The first time I put my foot down was when I called the GP to report that I was experiencing spotting. She said I would first need to come in for an examination and she wanted to take a swab and test for UTIs. I told her that was impossible as I have VA and I haven't had sex for over a year (or more!). She was still insisting so I said I could not bear the pain. She still insisted.  So I just shouted ' what part of not having sex do you not understand!!".
You ladies on this forum have helped me be much more assertive.
Title: Re: Male specialist- your thoughts please.
Post by: MrsMitch on May 08, 2024, 04:09:19 PM
HB that's not a rant, it's the truth of your experiences.  One of my regular customers is a bank nurse. The stories she tells are quite an eye opener about the NHS and the one thing she said that stands out, particularly in light of your comment: surgeons think they are god.  She said they walk around with their massive egos expecting everyone to fawn over them and fall at their feet - the male ones, of course.
The consultant surgeon who did my hysteroscopy was a woman and really lovely.  I certainly didn't see any ego and apparently the staff told me she's top in her field. 
Humility is a beautiful but rare virtue.
Title: Re: Male specialist- your thoughts please.
Post by: HellsBells on May 13, 2024, 03:24:23 PM
Thanks MrsMitch  :)
Title: Re: Male specialist- your thoughts please.
Post by: Armadillo on May 31, 2024, 05:35:19 PM

If you are not comfortable for what ever reason you absolutey should ring and discuss things.

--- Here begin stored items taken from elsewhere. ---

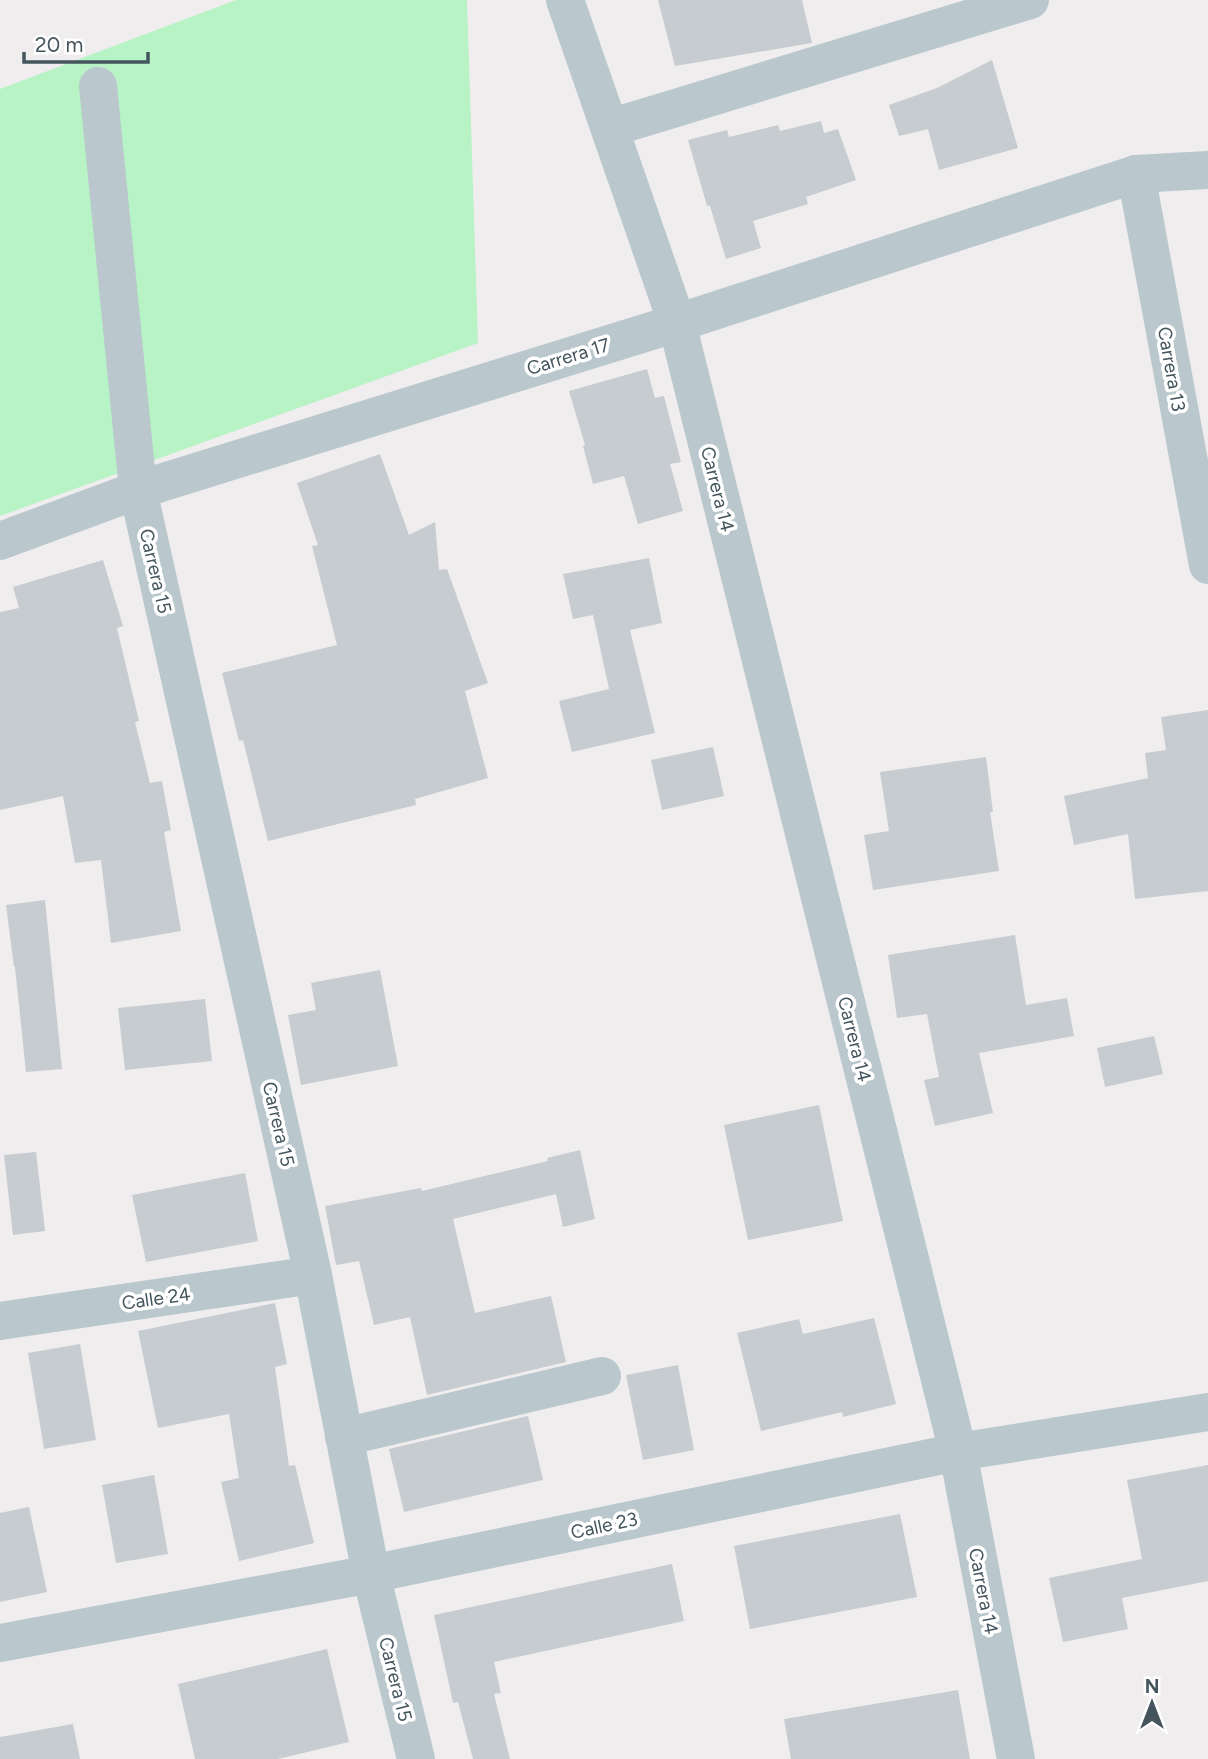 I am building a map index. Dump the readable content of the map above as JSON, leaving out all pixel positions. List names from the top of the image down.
{
  "streets": {
    "street": [
      "Carrera 17",
      "Carrera 13",
      "Carrera 14",
      "Carrera 15",
      "Calle 24",
      "Calle 23"
    ]
  },
  "crossings": [
    ["Carrera 17", "Carrera 13"],
    ["Carrera 17", "Carrera 14"],
    ["Carrera 17", "Carrera 15"],
    ["Carrera 14", "Calle 23"],
    ["Carrera 15", "Calle 24"],
    ["Carrera 15", "Calle 23"]
  ],
  "scale_bar": "20 m",
  "north": "top"
} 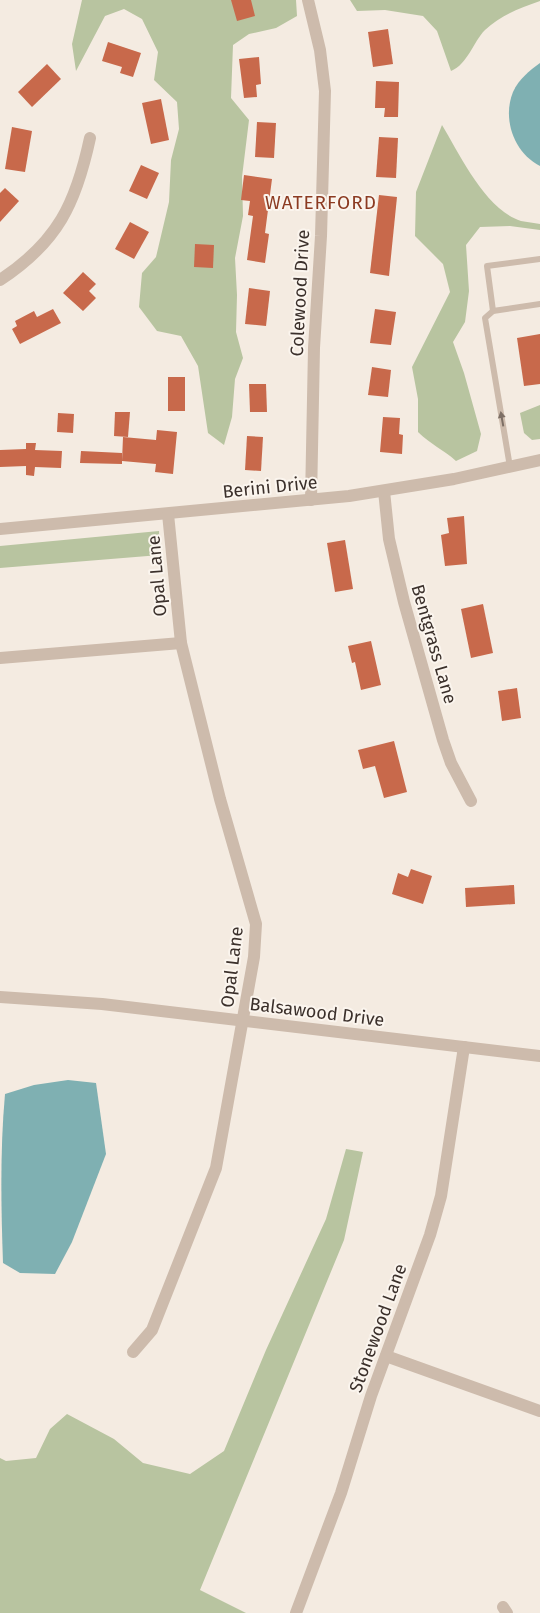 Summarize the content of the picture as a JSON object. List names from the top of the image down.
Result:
{
  "streets": {
    "street": [
      "Colewood Drive",
      "Berini Drive",
      "Opal Lane",
      "Bentgrass Lane",
      "Balsawood Drive",
      "Stonewood Lane"
    ]
  },
  "crossings": [
    ["Colewood Drive", "Berini Drive"],
    ["Berini Drive", "Opal Lane"],
    ["Berini Drive", "Bentgrass Lane"],
    ["Opal Lane", "Balsawood Drive"],
    ["Balsawood Drive", "Stonewood Lane"]
  ],
  "districts": ["WATERFORD"]
} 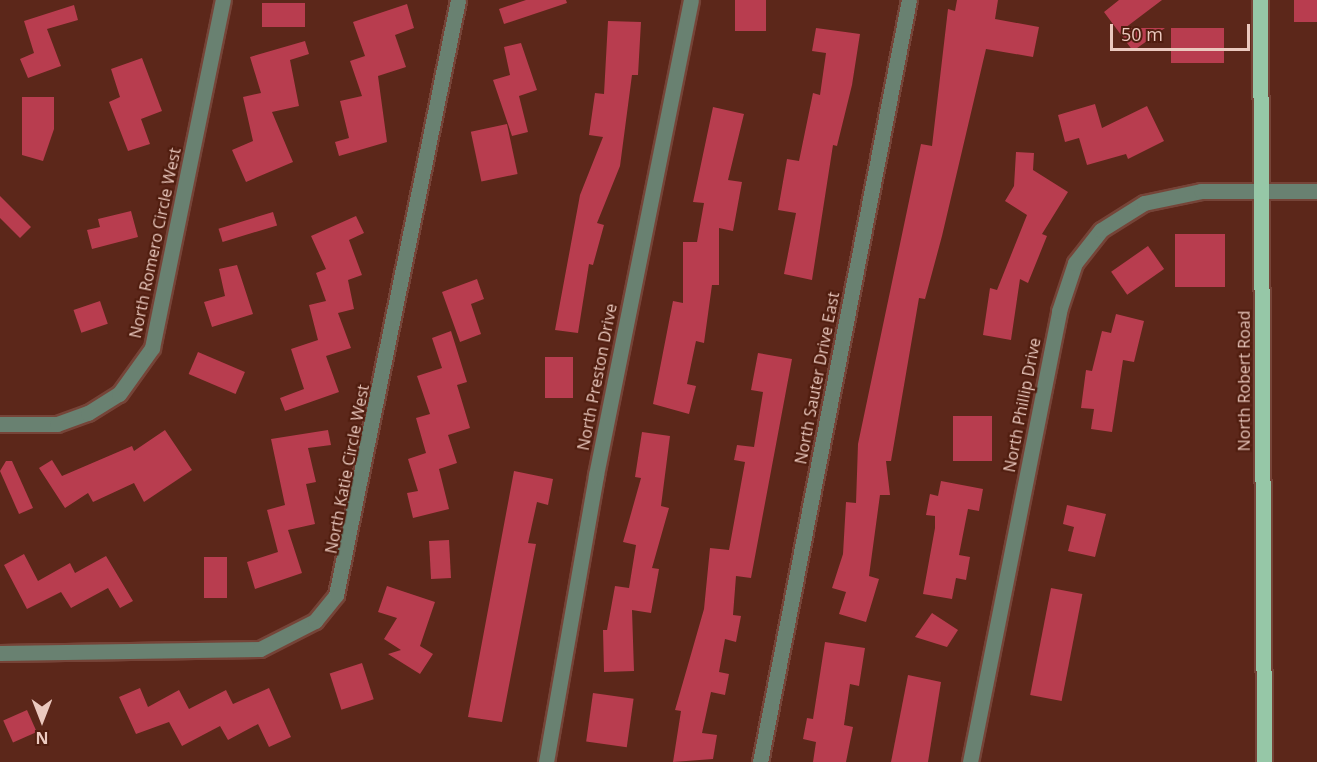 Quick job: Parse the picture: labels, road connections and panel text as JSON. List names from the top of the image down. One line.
{"streets":{"main road":["North Robert Road"],"street":["North Romero Circle West","North Preston Drive","North Sauter Drive East","North Phillip Drive","North Katie Circle West"]},"crossings":[["North Robert Road","North Phillip Drive"]],"scale_bar":"50 m","north":"bottom"} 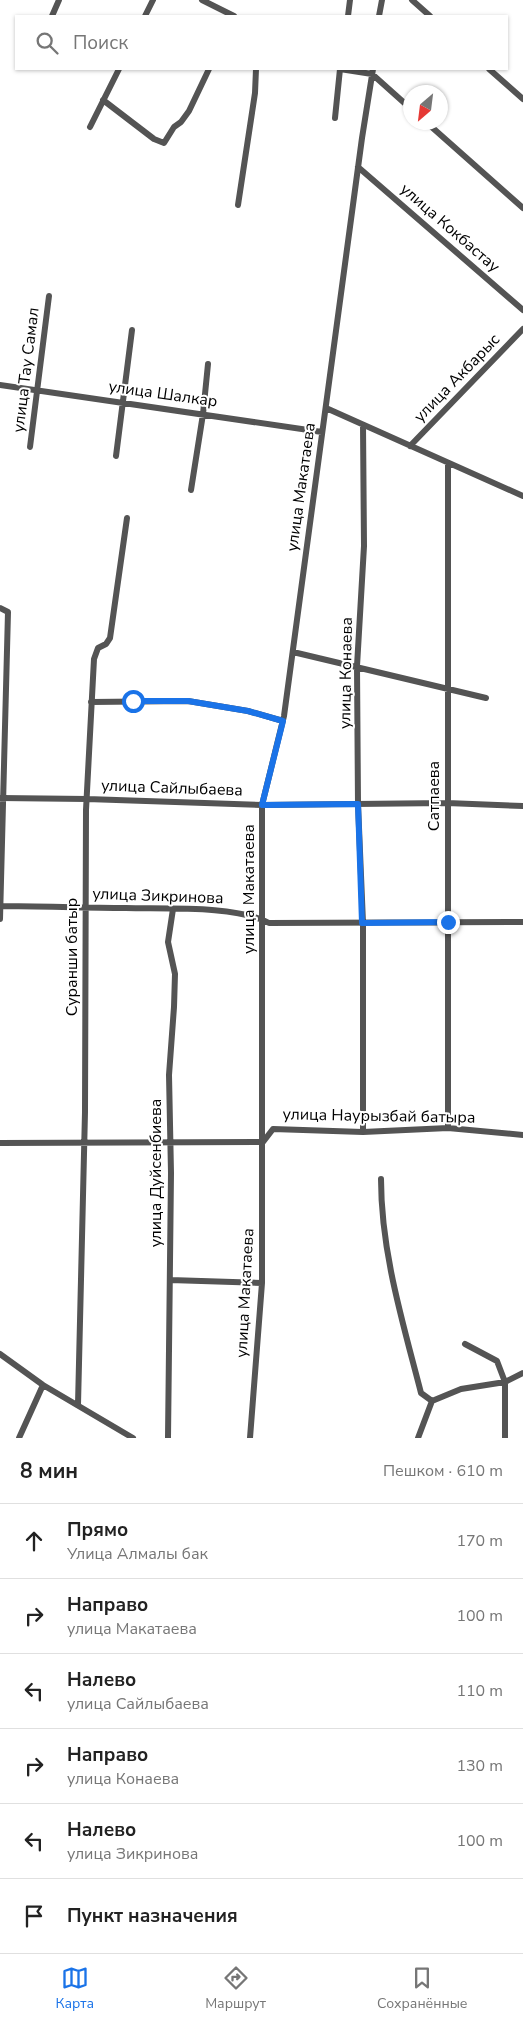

I dont know if this would work for you as you said you were not comfortable talking so its obviously about more than exams..

But I have a male GP who is fantastic but even now 10 years down the line he will ask if i'd like him to get a femal collegaue to do the more personal exams and he will wait outside or behind curtain... I am OK with him but its a standard phrase that I am sure he utters regularly. 

I wonder if the male gynae would have similar option?  Although appreciate that may not be enough.

-------

I did have a male Gynae who was excellent but i also took medication (prescribed) to help me calm down, cope with anxiety and ptsd flashbacks before going to the appointment.  Waited in the car park not the waiting room or a separate waiting area.. yep ive been sat in the corner of the staff room crying.  Any exams were down with the aid of 'gas and air' so i was quite spaced out and not really aware.  It is definitely worth talking to the clinic.